Pull out every line below containing the word "display".

##########

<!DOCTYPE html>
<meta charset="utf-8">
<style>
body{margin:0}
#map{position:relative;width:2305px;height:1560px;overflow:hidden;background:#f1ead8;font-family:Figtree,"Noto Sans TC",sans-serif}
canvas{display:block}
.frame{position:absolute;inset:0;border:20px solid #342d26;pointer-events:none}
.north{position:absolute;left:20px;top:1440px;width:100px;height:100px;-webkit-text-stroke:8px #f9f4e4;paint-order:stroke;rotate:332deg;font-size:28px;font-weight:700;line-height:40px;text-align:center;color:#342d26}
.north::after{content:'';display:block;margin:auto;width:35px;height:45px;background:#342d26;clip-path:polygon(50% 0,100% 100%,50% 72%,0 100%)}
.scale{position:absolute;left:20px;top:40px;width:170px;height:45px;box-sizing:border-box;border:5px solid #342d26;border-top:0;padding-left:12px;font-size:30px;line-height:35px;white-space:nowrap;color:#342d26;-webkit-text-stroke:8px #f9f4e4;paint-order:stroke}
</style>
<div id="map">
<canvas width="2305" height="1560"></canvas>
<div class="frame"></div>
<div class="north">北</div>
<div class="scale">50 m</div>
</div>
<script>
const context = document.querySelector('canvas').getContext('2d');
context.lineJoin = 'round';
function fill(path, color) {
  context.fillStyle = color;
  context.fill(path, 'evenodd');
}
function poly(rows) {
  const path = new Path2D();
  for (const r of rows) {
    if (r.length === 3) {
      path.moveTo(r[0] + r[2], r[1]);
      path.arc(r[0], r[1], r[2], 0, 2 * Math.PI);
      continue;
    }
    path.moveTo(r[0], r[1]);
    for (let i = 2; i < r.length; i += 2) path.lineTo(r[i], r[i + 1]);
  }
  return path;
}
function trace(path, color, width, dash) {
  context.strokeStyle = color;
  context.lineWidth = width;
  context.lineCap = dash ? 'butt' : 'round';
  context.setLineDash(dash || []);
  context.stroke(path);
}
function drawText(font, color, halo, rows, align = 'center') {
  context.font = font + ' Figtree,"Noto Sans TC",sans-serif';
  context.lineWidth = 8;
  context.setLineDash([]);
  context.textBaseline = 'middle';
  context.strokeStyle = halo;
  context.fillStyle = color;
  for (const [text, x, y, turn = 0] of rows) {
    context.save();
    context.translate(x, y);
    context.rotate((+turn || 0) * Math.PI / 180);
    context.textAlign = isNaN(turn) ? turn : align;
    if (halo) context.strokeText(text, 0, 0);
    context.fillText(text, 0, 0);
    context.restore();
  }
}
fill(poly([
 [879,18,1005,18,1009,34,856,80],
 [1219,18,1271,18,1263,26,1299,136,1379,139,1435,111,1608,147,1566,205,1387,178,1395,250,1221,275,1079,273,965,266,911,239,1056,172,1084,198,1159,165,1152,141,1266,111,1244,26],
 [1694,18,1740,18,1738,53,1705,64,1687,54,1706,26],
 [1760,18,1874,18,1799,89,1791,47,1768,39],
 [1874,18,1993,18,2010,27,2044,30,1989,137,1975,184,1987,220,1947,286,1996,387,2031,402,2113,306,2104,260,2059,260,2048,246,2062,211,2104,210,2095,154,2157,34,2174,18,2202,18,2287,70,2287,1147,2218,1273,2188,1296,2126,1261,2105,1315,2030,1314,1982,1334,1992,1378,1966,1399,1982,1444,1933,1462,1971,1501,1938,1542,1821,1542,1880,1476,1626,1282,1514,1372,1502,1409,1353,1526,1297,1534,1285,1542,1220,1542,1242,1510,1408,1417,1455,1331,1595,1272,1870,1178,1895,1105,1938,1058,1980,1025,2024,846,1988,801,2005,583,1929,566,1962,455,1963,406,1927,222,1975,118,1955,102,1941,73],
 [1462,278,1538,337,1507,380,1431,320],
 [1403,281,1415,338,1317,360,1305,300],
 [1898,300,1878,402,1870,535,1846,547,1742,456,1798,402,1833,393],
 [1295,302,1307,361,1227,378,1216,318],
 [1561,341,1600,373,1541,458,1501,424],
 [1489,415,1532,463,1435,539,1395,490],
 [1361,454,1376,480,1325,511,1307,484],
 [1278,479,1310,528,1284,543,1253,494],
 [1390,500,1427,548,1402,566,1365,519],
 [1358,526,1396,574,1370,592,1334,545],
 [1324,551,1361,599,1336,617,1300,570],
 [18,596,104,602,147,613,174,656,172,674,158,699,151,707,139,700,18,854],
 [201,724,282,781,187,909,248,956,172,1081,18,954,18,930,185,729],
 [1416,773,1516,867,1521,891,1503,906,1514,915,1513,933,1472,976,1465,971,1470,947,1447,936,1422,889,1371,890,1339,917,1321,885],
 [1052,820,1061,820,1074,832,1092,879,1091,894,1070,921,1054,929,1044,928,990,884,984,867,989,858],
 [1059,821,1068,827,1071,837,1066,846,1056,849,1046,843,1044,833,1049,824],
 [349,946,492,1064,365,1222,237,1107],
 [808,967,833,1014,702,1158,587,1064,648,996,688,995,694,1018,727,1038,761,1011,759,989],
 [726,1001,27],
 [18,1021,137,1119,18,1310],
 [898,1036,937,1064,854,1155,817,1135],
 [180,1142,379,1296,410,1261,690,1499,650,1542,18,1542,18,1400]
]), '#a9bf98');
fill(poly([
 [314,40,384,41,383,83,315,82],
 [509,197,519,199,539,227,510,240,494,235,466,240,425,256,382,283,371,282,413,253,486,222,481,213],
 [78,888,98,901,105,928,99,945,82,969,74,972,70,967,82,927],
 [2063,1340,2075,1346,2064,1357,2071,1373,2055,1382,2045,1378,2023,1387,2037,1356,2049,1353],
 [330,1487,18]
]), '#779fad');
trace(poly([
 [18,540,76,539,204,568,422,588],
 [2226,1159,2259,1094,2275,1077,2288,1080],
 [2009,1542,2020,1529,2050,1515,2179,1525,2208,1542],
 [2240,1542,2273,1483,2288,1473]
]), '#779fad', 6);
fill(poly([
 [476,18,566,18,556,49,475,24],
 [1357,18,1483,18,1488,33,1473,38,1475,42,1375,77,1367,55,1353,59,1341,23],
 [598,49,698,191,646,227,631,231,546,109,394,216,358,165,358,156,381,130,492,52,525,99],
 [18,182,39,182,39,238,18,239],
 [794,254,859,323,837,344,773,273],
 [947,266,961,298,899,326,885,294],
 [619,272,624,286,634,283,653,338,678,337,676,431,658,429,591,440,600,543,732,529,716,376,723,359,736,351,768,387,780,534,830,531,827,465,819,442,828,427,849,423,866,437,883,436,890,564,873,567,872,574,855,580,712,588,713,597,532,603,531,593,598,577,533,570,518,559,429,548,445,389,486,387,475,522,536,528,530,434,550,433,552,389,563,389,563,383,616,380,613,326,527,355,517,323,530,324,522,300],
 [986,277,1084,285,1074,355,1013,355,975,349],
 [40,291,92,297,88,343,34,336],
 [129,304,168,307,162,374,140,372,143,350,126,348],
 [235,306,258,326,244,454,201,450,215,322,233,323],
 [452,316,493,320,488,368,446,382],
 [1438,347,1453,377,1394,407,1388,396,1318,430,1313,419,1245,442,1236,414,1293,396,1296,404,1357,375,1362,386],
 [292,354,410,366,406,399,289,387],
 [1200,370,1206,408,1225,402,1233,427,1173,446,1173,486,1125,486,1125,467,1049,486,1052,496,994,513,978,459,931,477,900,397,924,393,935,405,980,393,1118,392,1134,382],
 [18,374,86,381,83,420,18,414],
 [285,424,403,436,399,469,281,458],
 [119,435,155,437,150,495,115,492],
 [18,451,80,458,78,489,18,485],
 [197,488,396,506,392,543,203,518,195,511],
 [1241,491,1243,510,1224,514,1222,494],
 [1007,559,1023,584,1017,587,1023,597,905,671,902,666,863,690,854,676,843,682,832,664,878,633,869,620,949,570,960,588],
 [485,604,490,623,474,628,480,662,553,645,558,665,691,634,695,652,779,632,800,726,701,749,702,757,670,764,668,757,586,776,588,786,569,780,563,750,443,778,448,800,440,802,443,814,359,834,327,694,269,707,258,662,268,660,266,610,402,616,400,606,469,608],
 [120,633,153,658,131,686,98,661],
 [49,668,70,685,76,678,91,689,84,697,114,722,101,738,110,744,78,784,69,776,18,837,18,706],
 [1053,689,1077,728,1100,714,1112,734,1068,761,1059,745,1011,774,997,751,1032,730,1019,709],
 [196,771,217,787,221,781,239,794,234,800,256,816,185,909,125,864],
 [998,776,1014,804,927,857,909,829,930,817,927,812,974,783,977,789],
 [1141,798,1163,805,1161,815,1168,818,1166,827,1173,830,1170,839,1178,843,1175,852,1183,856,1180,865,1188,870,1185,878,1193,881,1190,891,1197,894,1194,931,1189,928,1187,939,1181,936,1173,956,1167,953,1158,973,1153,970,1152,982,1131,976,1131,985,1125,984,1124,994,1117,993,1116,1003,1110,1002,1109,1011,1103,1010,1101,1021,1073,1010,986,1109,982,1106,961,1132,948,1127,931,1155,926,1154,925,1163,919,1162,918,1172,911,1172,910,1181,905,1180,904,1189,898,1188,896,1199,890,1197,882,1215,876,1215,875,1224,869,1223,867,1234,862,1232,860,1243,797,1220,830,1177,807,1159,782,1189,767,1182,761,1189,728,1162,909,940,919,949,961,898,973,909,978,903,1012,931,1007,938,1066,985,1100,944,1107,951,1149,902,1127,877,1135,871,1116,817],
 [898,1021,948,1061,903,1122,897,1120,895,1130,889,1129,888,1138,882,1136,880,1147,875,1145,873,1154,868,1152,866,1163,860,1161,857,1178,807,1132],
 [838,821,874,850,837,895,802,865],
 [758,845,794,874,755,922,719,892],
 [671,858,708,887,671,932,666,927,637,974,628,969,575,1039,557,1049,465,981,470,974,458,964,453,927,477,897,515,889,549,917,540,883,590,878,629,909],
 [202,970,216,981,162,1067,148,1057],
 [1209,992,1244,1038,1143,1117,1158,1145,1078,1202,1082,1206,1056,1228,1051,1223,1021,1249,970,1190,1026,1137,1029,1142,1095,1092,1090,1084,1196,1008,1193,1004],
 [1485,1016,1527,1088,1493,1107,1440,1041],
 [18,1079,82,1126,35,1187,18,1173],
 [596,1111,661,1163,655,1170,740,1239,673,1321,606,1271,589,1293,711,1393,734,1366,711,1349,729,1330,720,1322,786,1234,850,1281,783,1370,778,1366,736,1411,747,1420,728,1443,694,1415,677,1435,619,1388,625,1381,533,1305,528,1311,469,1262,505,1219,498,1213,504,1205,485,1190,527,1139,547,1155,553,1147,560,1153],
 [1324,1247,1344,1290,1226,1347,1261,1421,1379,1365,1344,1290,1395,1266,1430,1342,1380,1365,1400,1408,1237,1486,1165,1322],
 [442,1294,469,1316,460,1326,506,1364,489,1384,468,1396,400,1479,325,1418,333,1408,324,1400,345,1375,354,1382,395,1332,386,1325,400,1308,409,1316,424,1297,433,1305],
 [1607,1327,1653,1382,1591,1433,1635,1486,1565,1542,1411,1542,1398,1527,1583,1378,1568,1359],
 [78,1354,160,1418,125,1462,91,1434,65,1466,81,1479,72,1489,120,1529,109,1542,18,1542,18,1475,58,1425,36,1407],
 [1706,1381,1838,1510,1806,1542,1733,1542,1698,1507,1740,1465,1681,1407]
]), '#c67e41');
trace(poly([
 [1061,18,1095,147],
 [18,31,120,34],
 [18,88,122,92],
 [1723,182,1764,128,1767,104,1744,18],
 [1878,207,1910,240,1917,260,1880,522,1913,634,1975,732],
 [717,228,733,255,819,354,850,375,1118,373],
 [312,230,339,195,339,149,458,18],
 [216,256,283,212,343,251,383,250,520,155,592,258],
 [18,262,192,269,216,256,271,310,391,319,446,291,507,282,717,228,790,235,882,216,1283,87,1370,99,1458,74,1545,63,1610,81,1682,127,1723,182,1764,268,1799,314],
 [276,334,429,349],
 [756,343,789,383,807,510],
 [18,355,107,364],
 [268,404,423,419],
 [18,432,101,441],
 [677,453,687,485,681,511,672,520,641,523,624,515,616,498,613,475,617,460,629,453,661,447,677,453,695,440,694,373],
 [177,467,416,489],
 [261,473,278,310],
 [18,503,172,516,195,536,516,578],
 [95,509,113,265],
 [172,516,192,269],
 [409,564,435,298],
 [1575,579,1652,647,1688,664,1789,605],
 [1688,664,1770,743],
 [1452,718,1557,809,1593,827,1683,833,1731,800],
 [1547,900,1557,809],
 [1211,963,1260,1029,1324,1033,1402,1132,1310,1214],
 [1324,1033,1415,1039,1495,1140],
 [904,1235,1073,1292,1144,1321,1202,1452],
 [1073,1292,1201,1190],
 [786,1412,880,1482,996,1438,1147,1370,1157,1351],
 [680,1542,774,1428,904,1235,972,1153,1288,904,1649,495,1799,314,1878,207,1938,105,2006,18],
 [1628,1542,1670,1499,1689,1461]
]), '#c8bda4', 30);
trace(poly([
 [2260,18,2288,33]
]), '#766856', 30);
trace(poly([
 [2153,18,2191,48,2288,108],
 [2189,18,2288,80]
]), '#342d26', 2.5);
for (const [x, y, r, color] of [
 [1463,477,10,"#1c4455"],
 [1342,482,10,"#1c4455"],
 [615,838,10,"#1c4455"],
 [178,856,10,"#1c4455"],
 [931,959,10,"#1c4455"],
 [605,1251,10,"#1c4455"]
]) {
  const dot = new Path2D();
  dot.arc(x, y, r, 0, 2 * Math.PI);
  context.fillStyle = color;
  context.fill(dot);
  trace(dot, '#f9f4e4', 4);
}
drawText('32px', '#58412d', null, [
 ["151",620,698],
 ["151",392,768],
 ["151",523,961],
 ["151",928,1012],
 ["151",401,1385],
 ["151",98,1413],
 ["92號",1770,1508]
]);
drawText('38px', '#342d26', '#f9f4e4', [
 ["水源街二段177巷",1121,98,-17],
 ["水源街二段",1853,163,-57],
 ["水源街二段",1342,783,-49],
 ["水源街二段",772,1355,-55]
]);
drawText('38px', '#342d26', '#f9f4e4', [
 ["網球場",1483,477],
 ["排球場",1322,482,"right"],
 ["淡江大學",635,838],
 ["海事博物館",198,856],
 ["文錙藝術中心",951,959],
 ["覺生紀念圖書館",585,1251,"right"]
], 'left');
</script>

##########

- Your solution:
canvas{display:block}
.north::after{content:'';display:block;margin:auto;width:35px;height:45px;background:#342d26;clip-path:polygon(50% 0,100% 100%,50% 72%,0 100%)}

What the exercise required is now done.